The crash, when it came, was far away, behind them on the other side of the sharks. A shout, then a series of thuds, more shouts. Sammy turned. Chazz touched his arm and gestured ahead. They moved through the arch into the long rectangular back room lined with tanks. They could hear water dripping, and then felt it underfoot. The cone snail tanks had been cut neatly, a large circle removed. The water still spilled through the hole. A few bewildered blennies darted back and forth in the few inches of remaining water.
The hall was empty.
Sounds of a struggle came through the arch at the far end. They ran, dodging large exhibits of the Bounty of Nature: sponges, corals, sea squirts and mussels, sea hares and puffer fish.
A scream, protracted and harsh, was abruptly cut off; a figure fell t
hrough the archway at the far end of the room. Chazz paused only long enough to recognize Patrolman Wallace. His throat was crushed, his head at an angle.
Chazz dropped into zanshin without thinking, extending his senses. Close. He could feel them close, the other side of the wall.

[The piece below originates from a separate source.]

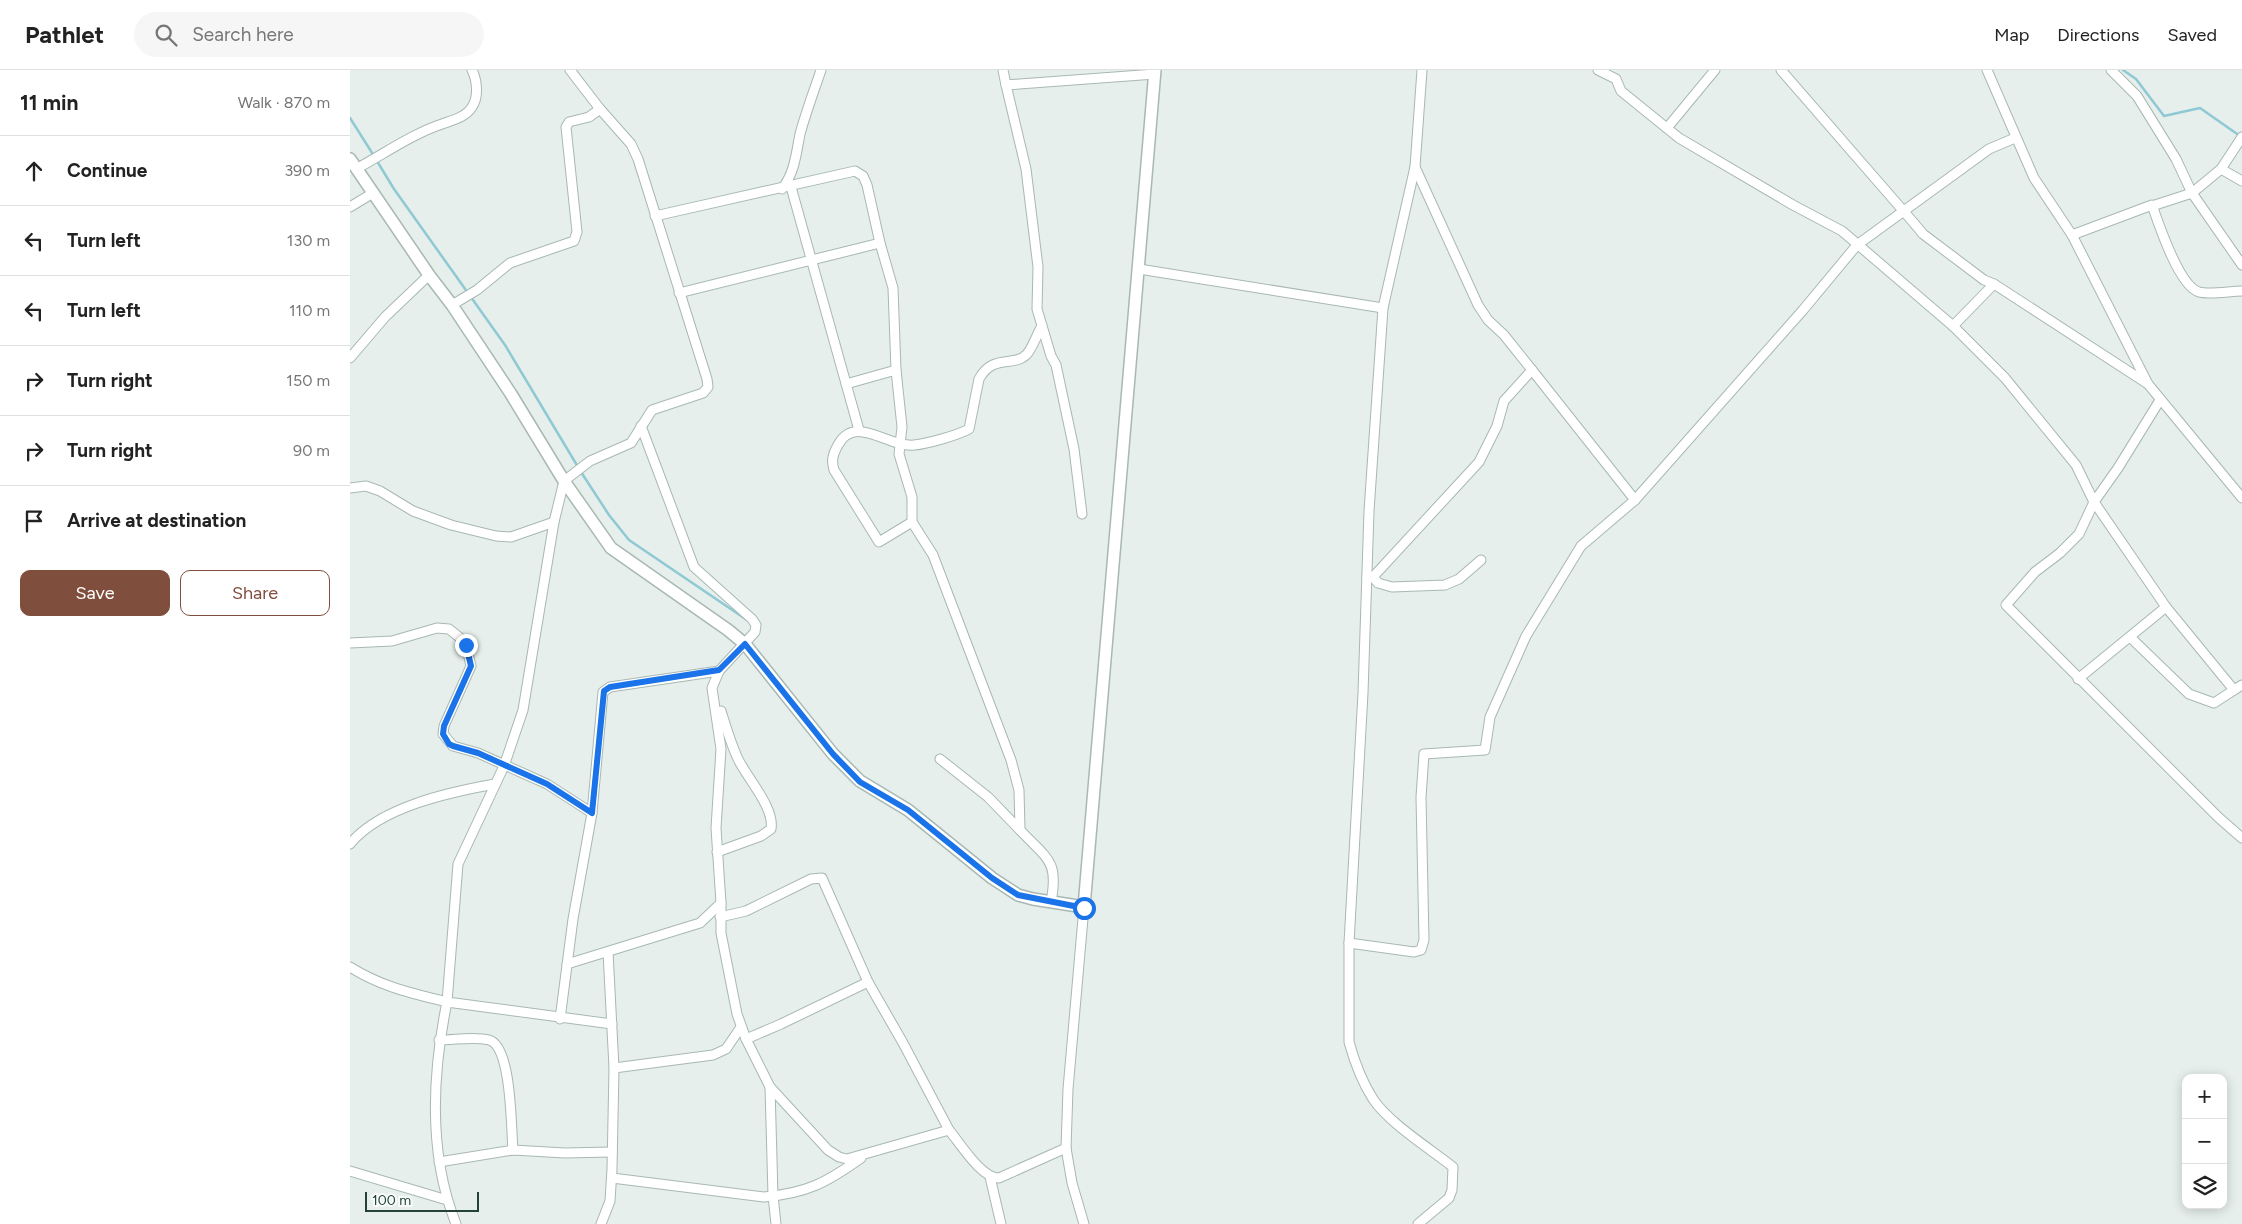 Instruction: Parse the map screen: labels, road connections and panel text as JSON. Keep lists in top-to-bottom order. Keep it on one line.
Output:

There were too many places to hide. The light was indefinite, imparting vague shadows to anything that moved.
Takamura and Handel would have made their way up from the storage and delivery area downstairs. They were either in the exhibit halls or the research offices along the south side of the building. They would have heard the scream.
Chazz placed the ball of his left foot on the carpet before him and slowly shifted his weight. Beside him the aerator of a tank bubbled. Just the other side of the wall, someone was breathing. Chazz could feel the air, moving in, moving out. He felt Sammy Akeakamai behind him, controlling his own breath, the tiny .38 peeking out through his fist. He took another step.
He felt the attack coming. He did not lose his awareness this time. The man had stepped to the right, spun for a roundhouse kick. Chazz stepped inside, pivoted with it inside the archway to the side hall, picking up the momentum of the kick, guiding the leg without holding it. He gave some extra momentum, and the kicker flew into an aquarium at the back of the hall. The glass shuddered a moment from the impact, then cracked. A trickle of water leaked a moment, turned to a spray, a fountain, then the glass gave way, and a deluge dumped from the tank as the man rolled away to the side, out of the stream. He was on his feet again, turning to face Chazz. Water poured out onto the floor between them. A few fish leaped and gulped in the mess, then fell back twitching, their mouths opening and closing.
The man yelled and stepped forward, ready for another lightning kick, but as he spun he stepped on a fish and the kick went wild. Chazz did not move. The man was big and blond, and Chazz knew he was the one with the bad leg.
The soldier snarled and pulled his pistol from his belt. He raised it, and Sammy Akeakamai said quietly, “Drop the gun.”